The frame and parts came very well wrapped and packed and the box arrived without a scratch on it. There weren't any noticeable flaws or weird spots in the fiber weave. My wheels dropped straight in and were dead centered in the frame and fork - a very good sign. Assembly was straight forward. Ritchey carbon fiber assembly paste was used as needed. The large access holes left by the removable cable stops made easy work of threading the cables through the frame. I put Locktite (#609) on the BB bearing sleeve. By the way, I pressed the bearings in with a big bolt and a couple of large washers. There is absolutely no need for an expensive press as has been mentioned elsewhere on this site. I chose BB30 strictly for its simplicity and weight savings. The negative things some people have been saying about it sound just like what folks said when that Phil Wood sealed BB first showed up in the early '70s: "Sealed bearings! Special tools! Something different! That'll never work! That'll never catch on!".
The only problem I had was with the top saddle rail clamps on the seatpost. The front upper clamp bar was too wide for my saddle and actually stuck out several mm on either side of it. I would have torn my inner thighs to shreds riding it like that. Turns out I was able to use the clamp assembly from my old Thompson post to solve this problem. I probably could have ground off the ends of the Dengfu piece, but this way was easier. Still, the design of the stock saddle clamp should be reconsidered.
This bike is over 1 kg lighter than my previous ride (Ridley Excalibur) and of course that was immediately noticeable. The other thing I noticed is that the front end seems quite responsive. I wouldn't call it squirrely, but definitely more so than any of my other road bikes. At first I thought it was because the new bars were a bit wider than my old ones.

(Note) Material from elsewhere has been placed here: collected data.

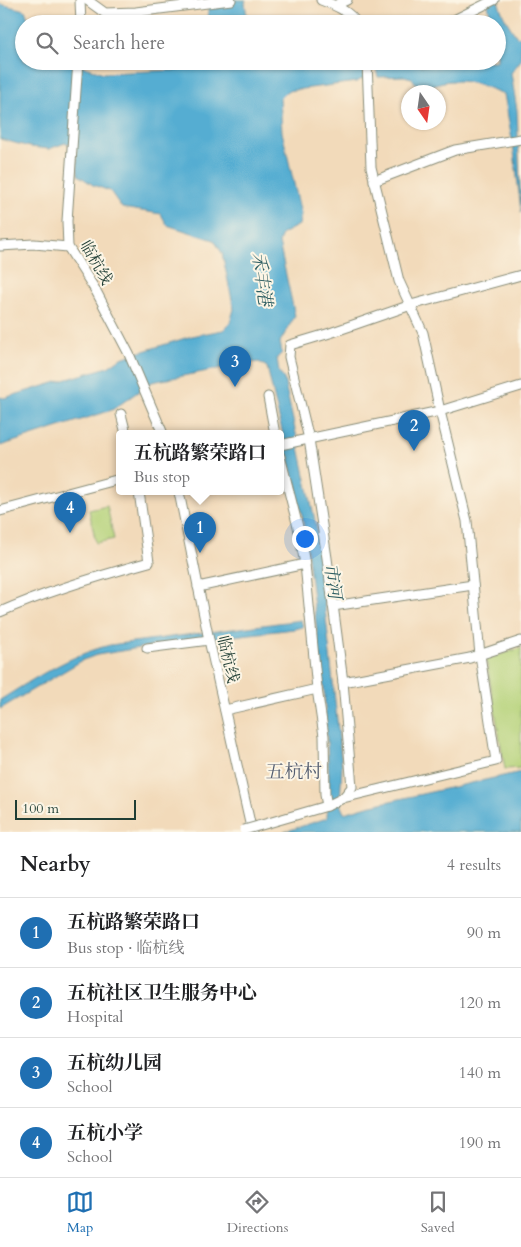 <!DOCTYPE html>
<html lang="en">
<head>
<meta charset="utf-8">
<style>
	:root { --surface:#fff; --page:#f6f6f6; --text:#202124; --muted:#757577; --line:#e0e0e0; --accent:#1f6fb2 }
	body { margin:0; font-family:Cardo,"Noto Serif SC",serif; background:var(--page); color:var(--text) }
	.compass { position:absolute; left:401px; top:85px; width:45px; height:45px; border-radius:50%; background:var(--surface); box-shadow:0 1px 4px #0004; rotate:167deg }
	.scale { position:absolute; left:15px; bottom:12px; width:121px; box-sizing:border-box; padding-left:5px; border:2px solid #1f3d34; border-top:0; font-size:14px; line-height:18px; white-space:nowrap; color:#1f3d34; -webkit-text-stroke:4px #fcf5e5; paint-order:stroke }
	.you { position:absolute; left:304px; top:538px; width:18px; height:18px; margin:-12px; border:4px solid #fff; border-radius:50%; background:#1a73e8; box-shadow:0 0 0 8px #1a73e833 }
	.badge { display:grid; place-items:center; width:32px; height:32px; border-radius:50%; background:var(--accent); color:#fff; font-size:16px; font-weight:700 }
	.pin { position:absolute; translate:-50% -41px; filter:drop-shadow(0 1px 2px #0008) }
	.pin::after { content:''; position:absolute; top:26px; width:18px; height:15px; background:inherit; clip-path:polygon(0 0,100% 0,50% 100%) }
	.popup { position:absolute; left:116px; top:430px; width:168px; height:65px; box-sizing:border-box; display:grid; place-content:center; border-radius:5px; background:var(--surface); filter:drop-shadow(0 1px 4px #0005); font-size:16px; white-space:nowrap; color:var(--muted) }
	.popup b { font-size:19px; color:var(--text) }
	.popup::after { content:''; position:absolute; left:50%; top:100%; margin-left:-10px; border:10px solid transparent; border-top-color:var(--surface) }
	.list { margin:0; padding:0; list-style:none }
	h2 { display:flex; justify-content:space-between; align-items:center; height:65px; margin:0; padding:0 20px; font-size:21px }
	h2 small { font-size:16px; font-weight:400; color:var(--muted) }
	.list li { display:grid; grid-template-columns:32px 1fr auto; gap:15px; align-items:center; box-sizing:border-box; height:70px; padding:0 20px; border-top:1px solid var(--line) }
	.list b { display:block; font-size:19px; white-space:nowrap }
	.list p { margin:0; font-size:16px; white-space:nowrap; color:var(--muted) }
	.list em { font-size:16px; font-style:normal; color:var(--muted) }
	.icon { flex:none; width:28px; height:28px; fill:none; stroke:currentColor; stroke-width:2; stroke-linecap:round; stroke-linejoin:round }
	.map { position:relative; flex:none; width:521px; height:832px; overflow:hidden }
	.search { position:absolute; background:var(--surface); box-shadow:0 1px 4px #0004; left:15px; right:15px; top:15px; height:55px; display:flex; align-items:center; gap:12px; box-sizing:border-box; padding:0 18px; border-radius:28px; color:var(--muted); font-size:19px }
	.sheet { height:345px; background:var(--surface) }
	nav { display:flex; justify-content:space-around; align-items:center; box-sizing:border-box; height:70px; border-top:1px solid var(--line); background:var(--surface); font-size:14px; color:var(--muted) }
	nav a { display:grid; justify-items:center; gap:2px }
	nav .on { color:var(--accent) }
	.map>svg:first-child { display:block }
	.green { fill:#b3d177; stroke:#698756 }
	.water { fill:#55add2; stroke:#3a7583 }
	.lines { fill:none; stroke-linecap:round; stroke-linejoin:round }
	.minor-casing { stroke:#888c77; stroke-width:11 }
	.minor { stroke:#fff; stroke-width:9 }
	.minor-bridge-casing { stroke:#888c77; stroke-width:11; stroke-linecap:butt }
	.minor-bridge { stroke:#fff; stroke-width:9 }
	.labels { text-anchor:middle; stroke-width:4; stroke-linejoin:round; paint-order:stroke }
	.street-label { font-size:16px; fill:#1f3d34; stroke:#fcf5e5 }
	.water-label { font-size:18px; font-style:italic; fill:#2f5f63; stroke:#fcf5e5 }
	.quarter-label { font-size:19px; fill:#545e71; stroke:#fcf5e5 }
</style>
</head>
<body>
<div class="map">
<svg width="521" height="832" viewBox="0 0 521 832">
	<rect width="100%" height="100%" fill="#fcf5e5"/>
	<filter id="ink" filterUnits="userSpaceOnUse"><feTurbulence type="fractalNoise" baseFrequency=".02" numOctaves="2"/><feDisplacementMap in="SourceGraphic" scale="10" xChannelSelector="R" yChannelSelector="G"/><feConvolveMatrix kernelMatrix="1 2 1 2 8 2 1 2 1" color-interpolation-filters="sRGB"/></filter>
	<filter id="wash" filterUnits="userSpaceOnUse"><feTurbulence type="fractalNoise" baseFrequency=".0096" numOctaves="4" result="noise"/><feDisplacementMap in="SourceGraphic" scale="20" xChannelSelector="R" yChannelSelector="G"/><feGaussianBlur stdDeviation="1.12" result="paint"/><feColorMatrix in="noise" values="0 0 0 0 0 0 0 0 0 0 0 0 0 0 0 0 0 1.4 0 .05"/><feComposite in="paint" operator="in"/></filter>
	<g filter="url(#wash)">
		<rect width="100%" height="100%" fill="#f2daba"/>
		<g class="green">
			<polygon points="107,506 114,539 96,543 89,510"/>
			<polygon points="521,648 521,768 505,769 486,659"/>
		</g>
		<g class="water">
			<polygon points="208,0 246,0 245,3 248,24 208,24"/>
			<path d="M487,0H498C501,13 509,26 517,37L521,36V60L511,73L517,110L521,212L514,151L504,94C484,86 465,78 443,82C437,83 430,87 424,87C418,87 415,83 412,78L404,76L378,77L376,70L400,63L423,66L441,65L458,61H497V24H492Z"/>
			<polygon points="0,4 25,10 30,24 24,24 24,61 65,61 104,73 179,70 201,65 204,61 338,61 340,67 347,72 364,71 364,78 356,82 287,91 280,98 282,132 301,214 299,225 282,234 279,243 295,316 280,342 282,353 277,358 279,372 284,379 316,525 342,766 340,804 344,813 368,806 521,772 521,832 284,832 327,818 329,778 324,689 304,524 267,367 259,362 243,364 152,382 112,410 0,446 0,397 4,398 108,367 121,358 192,336 223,330 230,323 234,309 222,253 214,240 167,225 161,214 122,208 110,191 93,185 78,175 76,145 65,143 49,149 30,147 0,139"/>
			<path d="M301,620L303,627L294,629L163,644L97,655L83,660L0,709V700C35,678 70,655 110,645Z"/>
		</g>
	</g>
	<g filter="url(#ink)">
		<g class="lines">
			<defs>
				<g id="minor">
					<polyline points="80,0 81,24"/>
					<polyline points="87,0 105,13 136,12 231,0"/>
					<path d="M321,0C334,5 350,11 357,24"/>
					<polyline points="336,5 347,0"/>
					<polyline points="440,24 452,21 494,0"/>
					<polyline points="78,61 67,221 68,247 96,291 129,354 163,434"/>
					<polyline points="374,181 455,150 521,139"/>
					<polyline points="0,246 34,244 68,247"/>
					<polyline points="268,397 275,434"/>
					<polyline points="121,414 126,434"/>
					<polyline points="280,445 440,411 521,386"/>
					<polyline points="280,456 298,527 305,564 317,689 324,736 325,795 327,806"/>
					<polyline points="179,492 209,640 252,832"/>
					<polyline points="0,511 120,479"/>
					<polyline points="198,587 305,564"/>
					<polyline points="333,606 473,585"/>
					<path d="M0,612C48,591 98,576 149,562L139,492"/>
					<polyline points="147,648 209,640"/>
					<polyline points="343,682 470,658 521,641"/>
					<polyline points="225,710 317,689"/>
					<polyline points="343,798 352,787 343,682 327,558 309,439 289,357 290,345 330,333 411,305 521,275"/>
					<polyline points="258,826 327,806 343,798 496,761 480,655 467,521 440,411 423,333 399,281 371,167 367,61"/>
				</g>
			</defs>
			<use href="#minor" class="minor-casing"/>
			<use href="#minor" class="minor"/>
			<defs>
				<polyline id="minor-bridge" points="244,830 258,826"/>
			</defs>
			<use href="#minor-bridge" class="minor-bridge-casing"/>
			<use href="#minor-bridge" class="minor-bridge"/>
		</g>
	</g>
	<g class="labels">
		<g class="street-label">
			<text transform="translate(97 262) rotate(60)" y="6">临杭线</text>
			<text transform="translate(229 659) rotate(77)" y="6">临杭线</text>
		</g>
		<g class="water-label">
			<text transform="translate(262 279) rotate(82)" y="6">禾丰港</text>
			<text transform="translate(333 581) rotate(82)" y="6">市河</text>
		</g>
		<g class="quarter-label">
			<text x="294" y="778">五杭村</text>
		</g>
	</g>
</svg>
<svg class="compass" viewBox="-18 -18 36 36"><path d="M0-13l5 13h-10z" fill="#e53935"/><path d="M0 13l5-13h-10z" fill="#757577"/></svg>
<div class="scale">100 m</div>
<div class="you"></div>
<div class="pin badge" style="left:200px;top:553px">1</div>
<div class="popup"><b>五杭路繁荣路口</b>Bus stop</div>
<div class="pin badge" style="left:414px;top:451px">2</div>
<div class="pin badge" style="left:235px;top:387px">3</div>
<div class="pin badge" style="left:70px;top:533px">4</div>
<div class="search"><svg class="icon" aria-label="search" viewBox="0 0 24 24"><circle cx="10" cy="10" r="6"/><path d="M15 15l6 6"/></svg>Search here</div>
</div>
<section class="sheet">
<h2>Nearby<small>4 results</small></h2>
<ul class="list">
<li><span class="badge">1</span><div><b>五杭路繁荣路口</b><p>Bus stop · 临杭线</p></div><em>90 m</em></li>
<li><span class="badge">2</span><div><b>五杭社区卫生服务中心</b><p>Hospital</p></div><em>120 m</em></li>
<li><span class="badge">3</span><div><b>五杭幼儿园</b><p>School</p></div><em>140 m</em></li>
<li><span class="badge">4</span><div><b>五杭小学</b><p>School</p></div><em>190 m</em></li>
</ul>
</section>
<nav>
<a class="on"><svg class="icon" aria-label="map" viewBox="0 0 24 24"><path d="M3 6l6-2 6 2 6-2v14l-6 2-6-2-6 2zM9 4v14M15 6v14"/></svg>Map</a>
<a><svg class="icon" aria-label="directions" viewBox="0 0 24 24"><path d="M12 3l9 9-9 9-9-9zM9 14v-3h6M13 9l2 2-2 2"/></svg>Directions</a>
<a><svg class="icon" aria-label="saved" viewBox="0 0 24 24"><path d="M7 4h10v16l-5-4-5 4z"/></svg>Saved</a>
</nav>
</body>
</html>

It's most noticeable on those gradual sort-of-steep climbs where you're sitting but pulling on the bars just a bit. On the plus side, it isn't over-responsive on the fast technical downhills.
The frame is quite stiff laterally and deflection on the steep, out-of-the-saddle climbs isn't at all noticeable. The frame is VERY comfortable over the bumps and doesn't bounce around at speed. It handles sharp, fast corners smoothly and without much thought. It accelerates instantly, no doubt owing to the light weight and lateral stiffness. I've had it close to 80 km/h on one particularly steep bit and I felt completely in control (physically, mentally I was starting to freak out a bit!). This bike is fast!
I really like the bars, especially the indent for the base of your palm and the large flat surfaces on top (I often like to climb on the tops). The drops are comfy and fit my hands nicely. The cages, while simple, hold my large bottles perfectly tight.
Over the years, I have had many steel frames and two carbon fiber ones. I can honestly say that this is the best road frame I've ever had. It's very light, stiff, responsive, and comfortable. It's exactly what I was hoping for and couldn't be happier with it (well, except for that seatpost thing). If you're an old guy like me, this is one fine way of reversing the aging process. The weight savings alone allow you to match your best efforts on timed climbs from years ago. Well done Dengfu!